Humans are a storytelling species. Even when we are not sharing stories with others, we’re full of internal narratives or “self-talk” by which we make sense of what’s going on around us. Sometimes we may talk out loud to ourselves; but more often, although we are silent, a constant dialogue goes on in our thoughts, describing our perceptions and sorting our thoughts into recognizable categories. We draw these categories in large part from the narratives our culture has taught us, often on a subconscious level. They may not always be accurate or to our benefit.

As a result, we’re likely to stress ourselves out unnecessarily by framing our experiences in terms of the popular complaints of our society. One of the most common ways this happens is in what we tell ourselves about time. The modern world is busier and more complicated than ever before. We have vastly more choices in our daily lives. This gives rise to free-floating anxieties that we can’t easily describe, and we end up expressing them in terms of not having control over our time:

“I’m too busy. There is too much going on. I don’t have time to get anything done.”

Our friends and family members are likely to respond—again, in a socially scripted way—by suggesting that we have too many obligations on our busy calendars and need to simplify our lives. While that’s not bad advice in itself, what often happens when we allow ourselves a few quiet, unhurried moments is that another cultural script promptly kicks in:

“I’m bored. There is nothing going on. I need to find something to do with my time.”

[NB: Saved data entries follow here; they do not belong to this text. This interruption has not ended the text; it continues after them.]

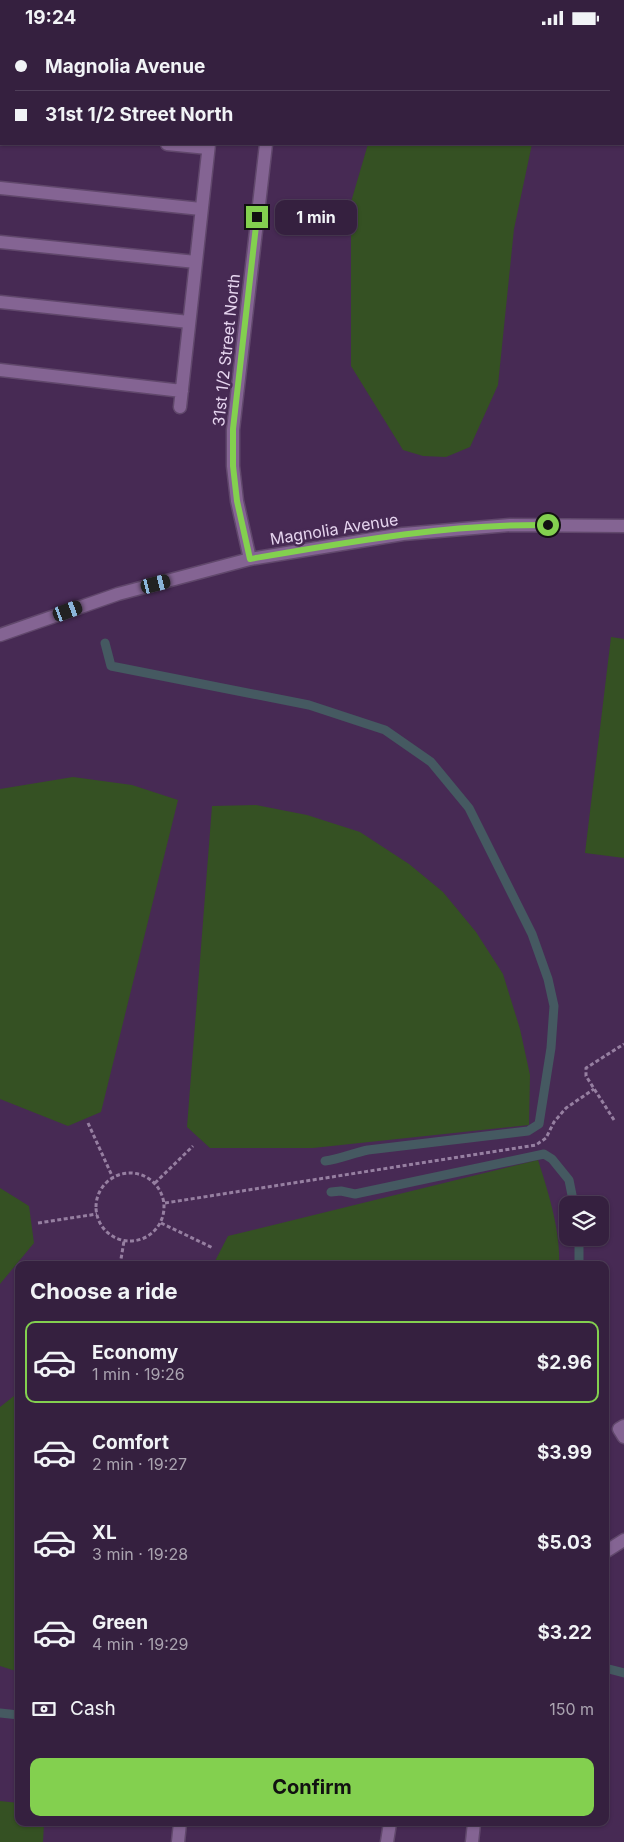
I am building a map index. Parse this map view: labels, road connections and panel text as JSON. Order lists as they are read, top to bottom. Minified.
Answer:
{"streets":{"street":["31st 1/2 Street North","Magnolia Avenue"]},"crossings":[["31st 1/2 Street North","Magnolia Avenue"]],"page":{"status":"19:24","banner":["Magnolia Avenue","31st 1/2 Street North"],"bubble":"1 min","heading":"Choose a ride","list":[{"name":"Economy","note":"1 min · 19:26","value":"$2.96"},{"name":"Comfort","note":"2 min · 19:27","value":"$3.99"},{"name":"XL","note":"3 min · 19:28","value":"$5.03"},{"name":"Green","note":"4 min · 19:29","value":"$3.22"}],"pay":["Cash","150 m"],"buttons":"Confirm"}}
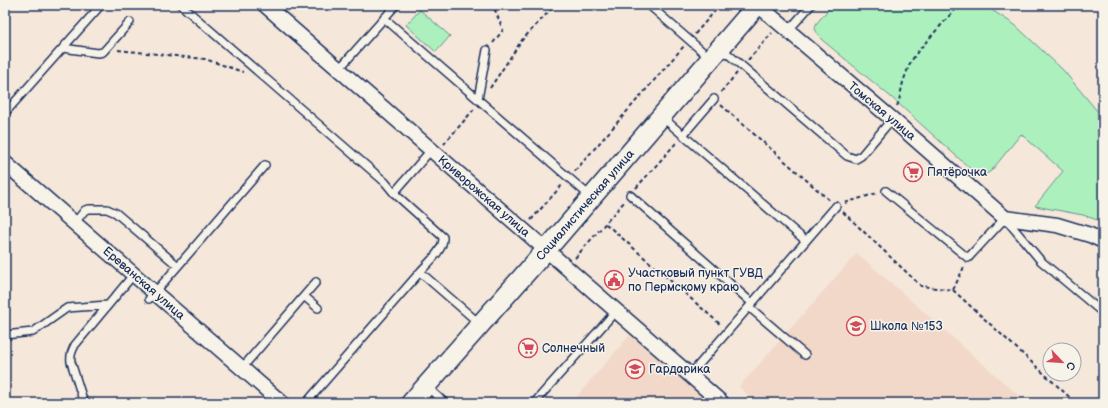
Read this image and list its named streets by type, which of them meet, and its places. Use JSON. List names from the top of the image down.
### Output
{
  "streets": {
    "street": [
      "Томская улица",
      "Криворожская улица",
      "Социалистическая улица",
      "Ереванская улица"
    ]
  },
  "crossings": [
    ["Томская улица", "Социалистическая улица"],
    ["Криворожская улица", "Социалистическая улица"]
  ],
  "places": {
    "supermarket": ["Пятёрочка", "Солнечный"],
    "public building": ["Участковый пункт ГУВД по Пермскому краю"],
    "school or university": ["Школа №153", "Гардарика"]
  },
  "north": "bottom right"
}
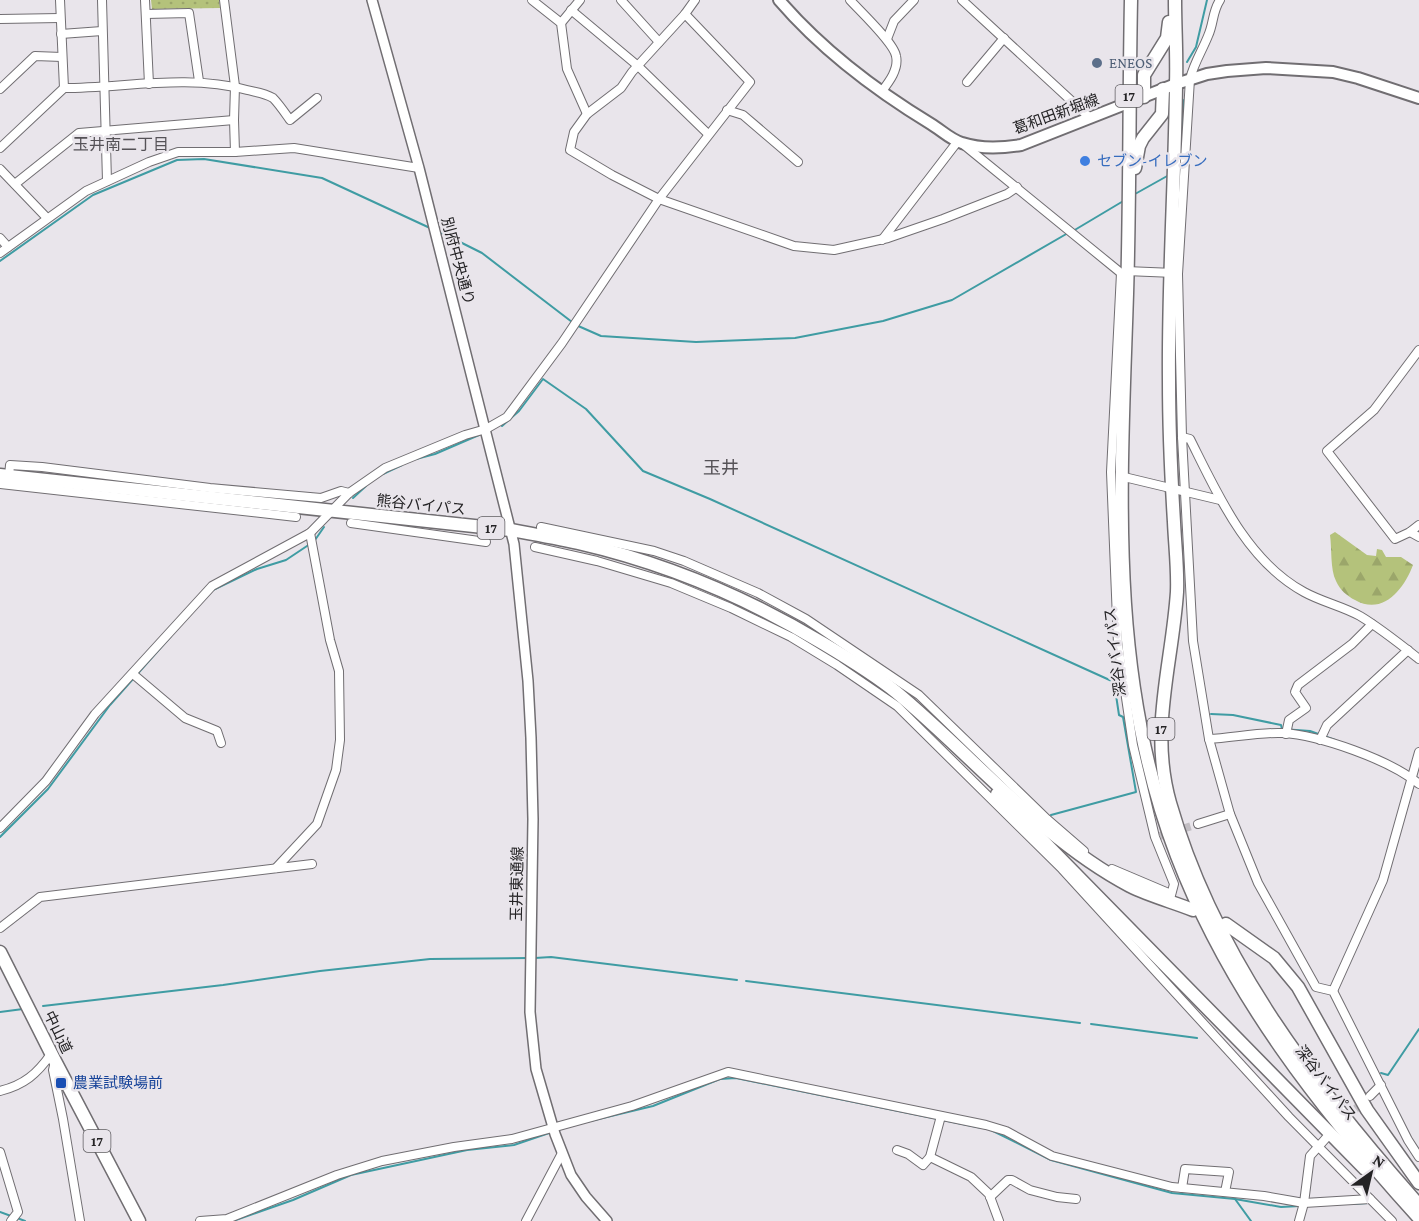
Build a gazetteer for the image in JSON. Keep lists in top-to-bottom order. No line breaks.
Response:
{"streets":{"highway":["17","熊谷バイパス","深谷バイパス","中山道"],"main road":["葛和田新堀線"],"street":["別府中央通り","玉井東通線"]},"crossings":[["17","熊谷バイパス"],["葛和田新堀線","深谷バイパス"],["別府中央通り","熊谷バイパス"],["別府中央通り","玉井東通線"],["熊谷バイパス","玉井東通線"]],"districts":["玉井南二丁目","玉井"],"places":{"other":["ENEOS","セブン-イレブン"],"transit":["農業試験場前"]},"north":"top right"}
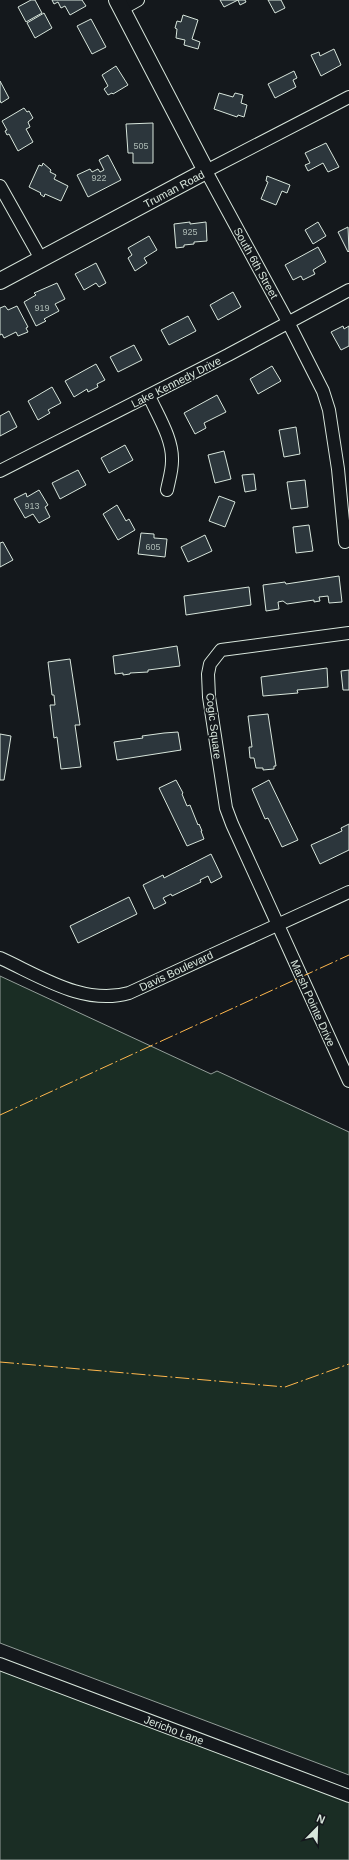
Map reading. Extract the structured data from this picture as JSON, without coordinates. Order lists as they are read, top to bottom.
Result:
{
  "streets": {
    "street": [
      "Truman Road",
      "South 6th Street",
      "Lake Kennedy Drive",
      "Cogic Square",
      "Davis Boulevard",
      "Marsh Pointe Drive",
      "Jericho Lane"
    ]
  },
  "crossings": [
    ["Truman Road", "South 6th Street"],
    ["South 6th Street", "Lake Kennedy Drive"],
    ["Cogic Square", "Davis Boulevard"],
    ["Cogic Square", "Marsh Pointe Drive"],
    ["Davis Boulevard", "Marsh Pointe Drive"]
  ],
  "house_numbers": [
    "505",
    "922",
    "925",
    "919",
    "913",
    "605"
  ],
  "north": "top right"
}
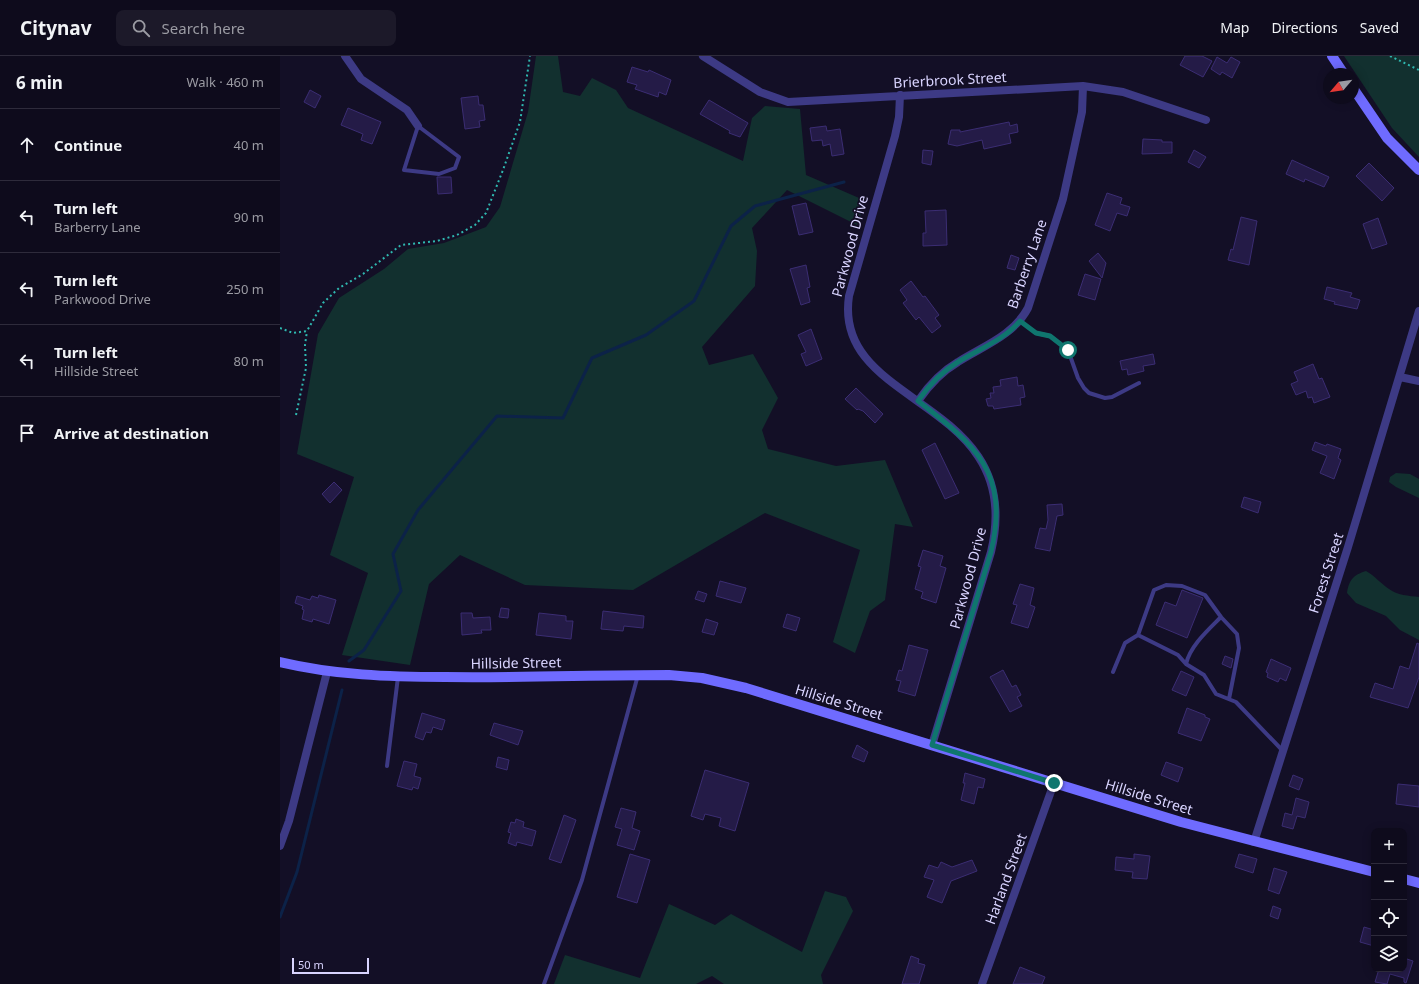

And round and round we go.

Time is, of course, neutral; it passes at the same rate regardless of what we happen to be doing. Our perceptions of time, however, are constantly changing in relation to our environment. For most of our history, people’s lives consisted of simple but time-consuming tasks such as hunting, gathering, and domestic chores. It would never have occurred to anyone to complain of boredom because there was always more work to be done. And because the work had a regular and predictable structure, with little room for individual choice, there was no reason to feel anxious about how one’s schedule was managed.

Nowadays, with all the options created by modern technology and our interconnected world, we have a multitude of scenarios playing out in our minds at all times as part of our internal dialogue; and we haven’t yet learned how to deal with it. There are so many choices that it has become overwhelming.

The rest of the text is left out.